===== Study material =====

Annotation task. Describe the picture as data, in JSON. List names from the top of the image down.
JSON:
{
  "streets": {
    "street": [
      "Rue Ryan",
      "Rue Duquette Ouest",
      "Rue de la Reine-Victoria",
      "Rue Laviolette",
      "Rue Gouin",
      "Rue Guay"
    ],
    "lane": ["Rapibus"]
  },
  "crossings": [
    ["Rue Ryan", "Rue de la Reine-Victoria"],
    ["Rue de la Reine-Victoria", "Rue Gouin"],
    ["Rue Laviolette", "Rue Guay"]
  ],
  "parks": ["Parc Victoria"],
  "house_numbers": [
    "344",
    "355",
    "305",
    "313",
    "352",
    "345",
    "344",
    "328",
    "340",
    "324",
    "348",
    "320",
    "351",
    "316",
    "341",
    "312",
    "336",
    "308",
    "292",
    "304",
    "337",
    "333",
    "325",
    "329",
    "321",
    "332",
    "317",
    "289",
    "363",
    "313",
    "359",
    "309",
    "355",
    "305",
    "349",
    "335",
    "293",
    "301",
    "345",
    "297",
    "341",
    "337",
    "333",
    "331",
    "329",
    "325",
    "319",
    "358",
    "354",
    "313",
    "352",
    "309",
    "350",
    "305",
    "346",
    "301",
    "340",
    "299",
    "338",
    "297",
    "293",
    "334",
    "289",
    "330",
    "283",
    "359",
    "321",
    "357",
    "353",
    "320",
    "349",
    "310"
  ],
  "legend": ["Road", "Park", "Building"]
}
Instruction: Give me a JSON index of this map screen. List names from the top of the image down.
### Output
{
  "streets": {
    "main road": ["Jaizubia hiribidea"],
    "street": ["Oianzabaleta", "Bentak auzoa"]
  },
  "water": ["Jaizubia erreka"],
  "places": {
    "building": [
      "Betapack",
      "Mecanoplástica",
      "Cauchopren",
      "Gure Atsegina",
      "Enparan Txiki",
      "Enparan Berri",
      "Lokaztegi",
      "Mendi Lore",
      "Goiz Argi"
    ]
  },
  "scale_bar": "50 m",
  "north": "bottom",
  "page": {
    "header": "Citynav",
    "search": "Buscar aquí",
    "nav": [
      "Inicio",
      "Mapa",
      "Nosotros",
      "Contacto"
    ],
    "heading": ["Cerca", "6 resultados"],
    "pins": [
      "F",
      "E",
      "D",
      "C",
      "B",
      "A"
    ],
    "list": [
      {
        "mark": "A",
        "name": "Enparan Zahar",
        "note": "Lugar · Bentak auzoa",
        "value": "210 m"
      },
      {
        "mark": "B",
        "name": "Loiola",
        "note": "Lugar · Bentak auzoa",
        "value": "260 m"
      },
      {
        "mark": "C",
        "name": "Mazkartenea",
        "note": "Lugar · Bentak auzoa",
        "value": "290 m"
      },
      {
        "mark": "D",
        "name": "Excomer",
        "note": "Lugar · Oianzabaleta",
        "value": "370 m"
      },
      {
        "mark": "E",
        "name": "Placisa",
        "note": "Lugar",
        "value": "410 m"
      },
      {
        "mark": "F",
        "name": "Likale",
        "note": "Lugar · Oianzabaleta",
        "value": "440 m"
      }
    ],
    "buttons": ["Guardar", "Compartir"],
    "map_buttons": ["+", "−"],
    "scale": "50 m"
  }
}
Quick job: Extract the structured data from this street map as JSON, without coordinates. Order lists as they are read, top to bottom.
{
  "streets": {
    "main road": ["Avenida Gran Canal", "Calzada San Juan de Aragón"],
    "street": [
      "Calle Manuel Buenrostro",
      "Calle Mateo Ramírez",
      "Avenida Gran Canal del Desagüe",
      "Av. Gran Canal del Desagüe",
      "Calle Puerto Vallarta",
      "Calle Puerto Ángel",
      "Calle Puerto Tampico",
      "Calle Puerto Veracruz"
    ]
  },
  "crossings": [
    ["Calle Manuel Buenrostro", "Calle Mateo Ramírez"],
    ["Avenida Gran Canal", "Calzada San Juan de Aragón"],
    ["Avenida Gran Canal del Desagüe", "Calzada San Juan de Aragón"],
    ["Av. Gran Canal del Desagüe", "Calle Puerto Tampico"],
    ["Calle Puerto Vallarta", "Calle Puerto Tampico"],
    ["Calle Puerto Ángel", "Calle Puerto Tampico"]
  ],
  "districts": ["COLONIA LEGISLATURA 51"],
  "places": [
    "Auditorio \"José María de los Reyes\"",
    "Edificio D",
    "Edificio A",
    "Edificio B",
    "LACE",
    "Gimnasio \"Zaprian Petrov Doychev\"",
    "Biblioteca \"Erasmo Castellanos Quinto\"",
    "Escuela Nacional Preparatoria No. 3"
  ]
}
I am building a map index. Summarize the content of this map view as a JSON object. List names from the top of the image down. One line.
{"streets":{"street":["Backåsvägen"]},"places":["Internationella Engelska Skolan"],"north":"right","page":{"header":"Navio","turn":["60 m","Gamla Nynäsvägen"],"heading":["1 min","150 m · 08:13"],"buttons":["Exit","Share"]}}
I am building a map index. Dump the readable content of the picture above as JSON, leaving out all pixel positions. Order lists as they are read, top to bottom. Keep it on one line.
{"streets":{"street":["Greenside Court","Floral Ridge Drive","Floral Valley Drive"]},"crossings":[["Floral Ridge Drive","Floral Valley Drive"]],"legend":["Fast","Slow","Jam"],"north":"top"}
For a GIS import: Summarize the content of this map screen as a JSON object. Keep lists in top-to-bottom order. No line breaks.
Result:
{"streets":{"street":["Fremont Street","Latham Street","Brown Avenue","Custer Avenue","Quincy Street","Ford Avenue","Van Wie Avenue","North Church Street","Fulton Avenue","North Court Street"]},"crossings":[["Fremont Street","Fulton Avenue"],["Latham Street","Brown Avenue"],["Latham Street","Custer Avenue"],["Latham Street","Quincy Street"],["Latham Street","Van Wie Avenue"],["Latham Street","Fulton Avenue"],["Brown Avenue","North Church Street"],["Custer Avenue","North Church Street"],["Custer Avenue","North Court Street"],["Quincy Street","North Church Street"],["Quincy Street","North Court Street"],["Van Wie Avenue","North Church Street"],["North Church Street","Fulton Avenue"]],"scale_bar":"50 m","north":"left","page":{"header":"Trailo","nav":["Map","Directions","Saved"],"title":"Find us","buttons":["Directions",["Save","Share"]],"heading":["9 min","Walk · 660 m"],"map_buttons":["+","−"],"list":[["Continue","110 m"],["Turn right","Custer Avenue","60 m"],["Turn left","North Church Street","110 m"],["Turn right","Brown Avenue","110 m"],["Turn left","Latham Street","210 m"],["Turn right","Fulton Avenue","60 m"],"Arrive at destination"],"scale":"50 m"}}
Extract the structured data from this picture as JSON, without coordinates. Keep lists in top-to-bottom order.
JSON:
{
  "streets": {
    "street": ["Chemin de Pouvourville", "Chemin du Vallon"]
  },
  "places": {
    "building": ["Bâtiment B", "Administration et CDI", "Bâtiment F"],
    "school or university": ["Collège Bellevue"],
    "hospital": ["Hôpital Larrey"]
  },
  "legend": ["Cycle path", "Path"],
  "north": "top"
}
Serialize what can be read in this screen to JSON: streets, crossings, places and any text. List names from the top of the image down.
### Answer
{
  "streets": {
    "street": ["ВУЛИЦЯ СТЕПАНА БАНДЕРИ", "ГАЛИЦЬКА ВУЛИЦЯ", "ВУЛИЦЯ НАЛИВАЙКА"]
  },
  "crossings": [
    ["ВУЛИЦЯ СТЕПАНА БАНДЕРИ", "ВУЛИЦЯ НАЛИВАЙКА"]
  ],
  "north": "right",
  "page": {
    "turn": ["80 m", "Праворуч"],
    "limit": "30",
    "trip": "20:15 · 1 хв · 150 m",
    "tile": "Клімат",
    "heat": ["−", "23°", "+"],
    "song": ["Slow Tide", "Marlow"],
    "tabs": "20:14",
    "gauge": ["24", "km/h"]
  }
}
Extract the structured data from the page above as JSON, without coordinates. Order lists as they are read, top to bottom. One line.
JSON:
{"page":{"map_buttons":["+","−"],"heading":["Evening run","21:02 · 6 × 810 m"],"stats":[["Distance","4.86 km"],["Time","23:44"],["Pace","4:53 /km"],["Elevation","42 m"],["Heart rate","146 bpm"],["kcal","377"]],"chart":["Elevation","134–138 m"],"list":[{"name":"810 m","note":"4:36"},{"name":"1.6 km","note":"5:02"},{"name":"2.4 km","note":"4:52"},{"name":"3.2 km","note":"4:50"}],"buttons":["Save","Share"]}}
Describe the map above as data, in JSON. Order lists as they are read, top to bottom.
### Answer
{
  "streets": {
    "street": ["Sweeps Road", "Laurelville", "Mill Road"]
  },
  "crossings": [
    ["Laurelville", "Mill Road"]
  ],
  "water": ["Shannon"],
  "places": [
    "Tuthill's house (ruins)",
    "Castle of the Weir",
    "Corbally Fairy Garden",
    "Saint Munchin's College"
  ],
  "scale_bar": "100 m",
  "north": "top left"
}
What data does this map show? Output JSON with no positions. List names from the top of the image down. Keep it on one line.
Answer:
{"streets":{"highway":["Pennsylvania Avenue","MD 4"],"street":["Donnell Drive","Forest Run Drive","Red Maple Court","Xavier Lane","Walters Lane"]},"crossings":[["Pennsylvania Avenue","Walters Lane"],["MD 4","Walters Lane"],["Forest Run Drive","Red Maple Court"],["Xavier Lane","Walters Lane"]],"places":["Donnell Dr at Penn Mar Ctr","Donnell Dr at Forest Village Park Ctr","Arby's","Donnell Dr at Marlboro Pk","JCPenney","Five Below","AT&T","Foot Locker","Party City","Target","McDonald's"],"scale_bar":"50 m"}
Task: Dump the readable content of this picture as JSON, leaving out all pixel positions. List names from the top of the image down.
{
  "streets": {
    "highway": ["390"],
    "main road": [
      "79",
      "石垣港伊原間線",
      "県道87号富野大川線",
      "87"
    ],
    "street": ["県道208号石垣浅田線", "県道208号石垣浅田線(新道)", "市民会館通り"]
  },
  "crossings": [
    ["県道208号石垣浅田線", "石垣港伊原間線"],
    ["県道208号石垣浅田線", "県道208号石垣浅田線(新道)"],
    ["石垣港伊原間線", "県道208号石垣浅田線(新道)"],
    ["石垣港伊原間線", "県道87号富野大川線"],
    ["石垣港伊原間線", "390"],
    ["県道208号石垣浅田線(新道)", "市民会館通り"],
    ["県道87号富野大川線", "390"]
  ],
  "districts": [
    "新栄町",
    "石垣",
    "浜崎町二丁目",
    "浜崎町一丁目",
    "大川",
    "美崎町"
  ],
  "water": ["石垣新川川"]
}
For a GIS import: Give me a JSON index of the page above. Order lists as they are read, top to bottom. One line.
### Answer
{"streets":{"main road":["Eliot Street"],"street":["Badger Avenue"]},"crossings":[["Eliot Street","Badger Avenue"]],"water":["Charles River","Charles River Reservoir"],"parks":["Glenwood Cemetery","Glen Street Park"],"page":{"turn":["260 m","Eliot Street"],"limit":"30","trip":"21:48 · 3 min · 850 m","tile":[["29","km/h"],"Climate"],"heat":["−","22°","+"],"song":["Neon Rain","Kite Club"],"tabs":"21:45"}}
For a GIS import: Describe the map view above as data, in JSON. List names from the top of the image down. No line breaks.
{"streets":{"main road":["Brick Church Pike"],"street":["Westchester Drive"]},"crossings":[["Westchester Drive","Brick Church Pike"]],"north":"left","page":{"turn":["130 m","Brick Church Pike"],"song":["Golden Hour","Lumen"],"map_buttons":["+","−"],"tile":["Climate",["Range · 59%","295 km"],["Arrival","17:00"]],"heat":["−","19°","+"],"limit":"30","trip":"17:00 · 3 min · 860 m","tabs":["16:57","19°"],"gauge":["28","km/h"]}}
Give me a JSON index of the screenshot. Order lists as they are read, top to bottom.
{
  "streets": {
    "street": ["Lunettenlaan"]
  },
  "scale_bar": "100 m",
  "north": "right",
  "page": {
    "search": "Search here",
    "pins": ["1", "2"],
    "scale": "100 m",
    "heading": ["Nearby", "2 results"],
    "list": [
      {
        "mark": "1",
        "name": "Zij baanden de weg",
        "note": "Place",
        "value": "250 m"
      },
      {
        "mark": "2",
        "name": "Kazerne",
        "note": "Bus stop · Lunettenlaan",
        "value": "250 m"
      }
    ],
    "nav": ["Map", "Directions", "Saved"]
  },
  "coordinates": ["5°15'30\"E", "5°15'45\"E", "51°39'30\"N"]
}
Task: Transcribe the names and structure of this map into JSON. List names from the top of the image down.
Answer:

=====

> What the task asks: When copying the data above, please keep exactly the lines from its first line through the line with "Instruction: Give me", both ends included, and drop the rest.

> Result of this task:
Annotation task. Describe the picture as data, in JSON. List names from the top of the image down.
JSON:
{
  "streets": {
    "street": [
      "Rue Ryan",
      "Rue Duquette Ouest",
      "Rue de la Reine-Victoria",
      "Rue Laviolette",
      "Rue Gouin",
      "Rue Guay"
    ],
    "lane": ["Rapibus"]
  },
  "crossings": [
    ["Rue Ryan", "Rue de la Reine-Victoria"],
    ["Rue de la Reine-Victoria", "Rue Gouin"],
    ["Rue Laviolette", "Rue Guay"]
  ],
  "parks": ["Parc Victoria"],
  "house_numbers": [
    "344",
    "355",
    "305",
    "313",
    "352",
    "345",
    "344",
    "328",
    "340",
    "324",
    "348",
    "320",
    "351",
    "316",
    "341",
    "312",
    "336",
    "308",
    "292",
    "304",
    "337",
    "333",
    "325",
    "329",
    "321",
    "332",
    "317",
    "289",
    "363",
    "313",
    "359",
    "309",
    "355",
    "305",
    "349",
    "335",
    "293",
    "301",
    "345",
    "297",
    "341",
    "337",
    "333",
    "331",
    "329",
    "325",
    "319",
    "358",
    "354",
    "313",
    "352",
    "309",
    "350",
    "305",
    "346",
    "301",
    "340",
    "299",
    "338",
    "297",
    "293",
    "334",
    "289",
    "330",
    "283",
    "359",
    "321",
    "357",
    "353",
    "320",
    "349",
    "310"
  ],
  "legend": ["Road", "Park", "Building"]
}
Instruction: Give me a JSON index of this map screen. List names from the top of the image down.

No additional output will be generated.